Au diapason de ces deux chanteurs, on situera la Brünnhilde de Catherine Foster. Sa voix est celle qui convient au rôle : belle projection, souplesse et aisance dans l’aigu. On l’imagine moins chanter Brünnhilde dans La Walkyrie, plus héroïque, ou dans le Crépuscule des Dieux, où sa partie est infiniment plus lourde.
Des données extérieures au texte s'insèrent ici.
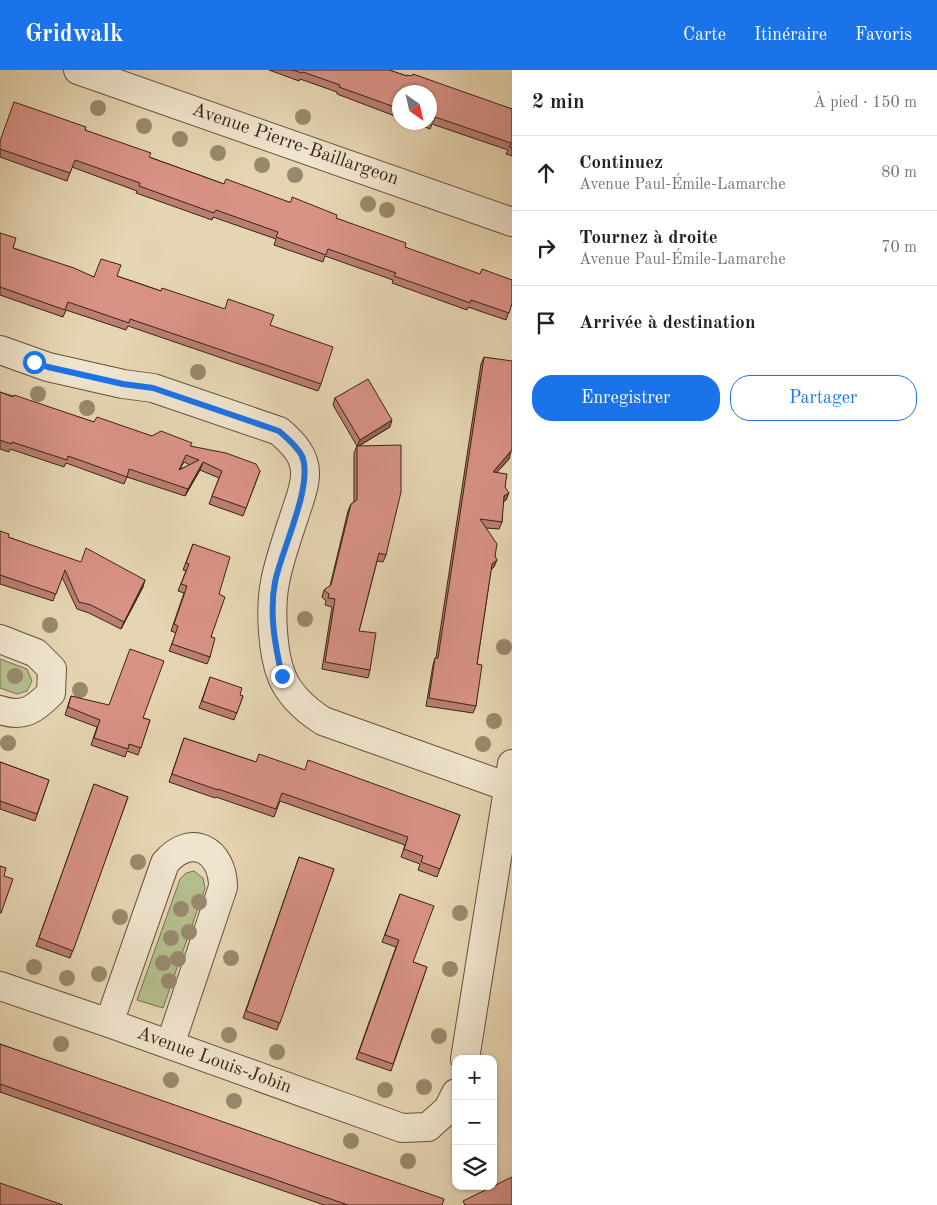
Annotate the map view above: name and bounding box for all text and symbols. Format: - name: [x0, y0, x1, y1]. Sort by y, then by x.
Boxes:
- text: Gridwalk: [25, 23, 123, 47]
- text: Carte: [683, 26, 726, 44]
- text: Itinéraire: [754, 26, 827, 44]
- text: Favoris: [855, 26, 912, 44]
- north arrow: [392, 85, 437, 130]
- text: 2 min: [532, 92, 585, 113]
- text: À pied · 150 m: [814, 95, 917, 111]
- street label: Avenue Pierre-Baillargeon: [189, 101, 401, 189]
- text: Continuez: [579, 154, 663, 173]
- icon: ahead: [532, 159, 560, 187]
- text: 80 m: [881, 165, 917, 181]
- text: Avenue Paul-Émile-Lamarche: [579, 177, 786, 193]
- text: Tournez à droite: [579, 229, 718, 248]
- icon: right: [532, 234, 560, 262]
- text: 70 m: [881, 240, 917, 256]
- text: Avenue Paul-Émile-Lamarche: [579, 252, 786, 268]
- icon: arrive: [532, 309, 560, 337]
- text: Arrivée à destination: [579, 314, 755, 333]
- route start: [23, 351, 46, 374]
- button: Enregistrer: [532, 375, 720, 421]
- button: Partager: [730, 375, 917, 421]
- route end: [271, 665, 294, 688]
- street label: Avenue Louis-Jobin: [134, 1024, 294, 1098]
- map controls: [452, 1055, 497, 1190]
- button: +: [452, 1055, 497, 1100]
- button: −: [452, 1100, 497, 1145]
- button: layers: [452, 1145, 497, 1190]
Ce n’est du reste pas elle, mais Deborah Polaski qui y est distribuée dans ce Ring hambourgeois.
 
Le Fafner à la voix radieuse et très saine de Diogenes Randes (le Titurel du moment à Bayreuth) convainc : tout juste pourrait-on lui reprocher de n’être pas suffisamment inquiétant dans son combat avec Siegfried…
 
Autre motif de réjouissance : l’Alberich très lyrique de Wolfgang Koch, un des espoirs de la scène wagnérienne, depuis son Sachs remarqué à Vienne en 2008. Voilà un Alberich qui, avec une grande intelligence du mot, chante son rôle au lieu de le glapir. La scène avec le Wanderer au début du II est une vraie réussite. On lui trouve par moments des accents de Gustav Neidlinger ! Koch est en pourparlers avec Bayreuth : à l’écouter, on comprend pourquoi.
 
Déception, en revanche, avec l’Erda de Deborah Humble : la voix, trop légère, manque de mystère. Elle est en outre affublée d’un accent qui finit par être gênant.
 
On saluera enfin la direction inspirée de Simone Young, à la tête d’un Philharmonique de Hambourg discipliné à défaut d’être rutilant.
 
Les amateurs de vertiges épiques iront chercher ailleurs, car voici en définitive un Siegfried qui chante, et qui le fait au moins aussi bien qu’en des scènes plus réputées. Cela situe cet enregistrement au-delà de la simple publication de témoignage et mérite d’être salué.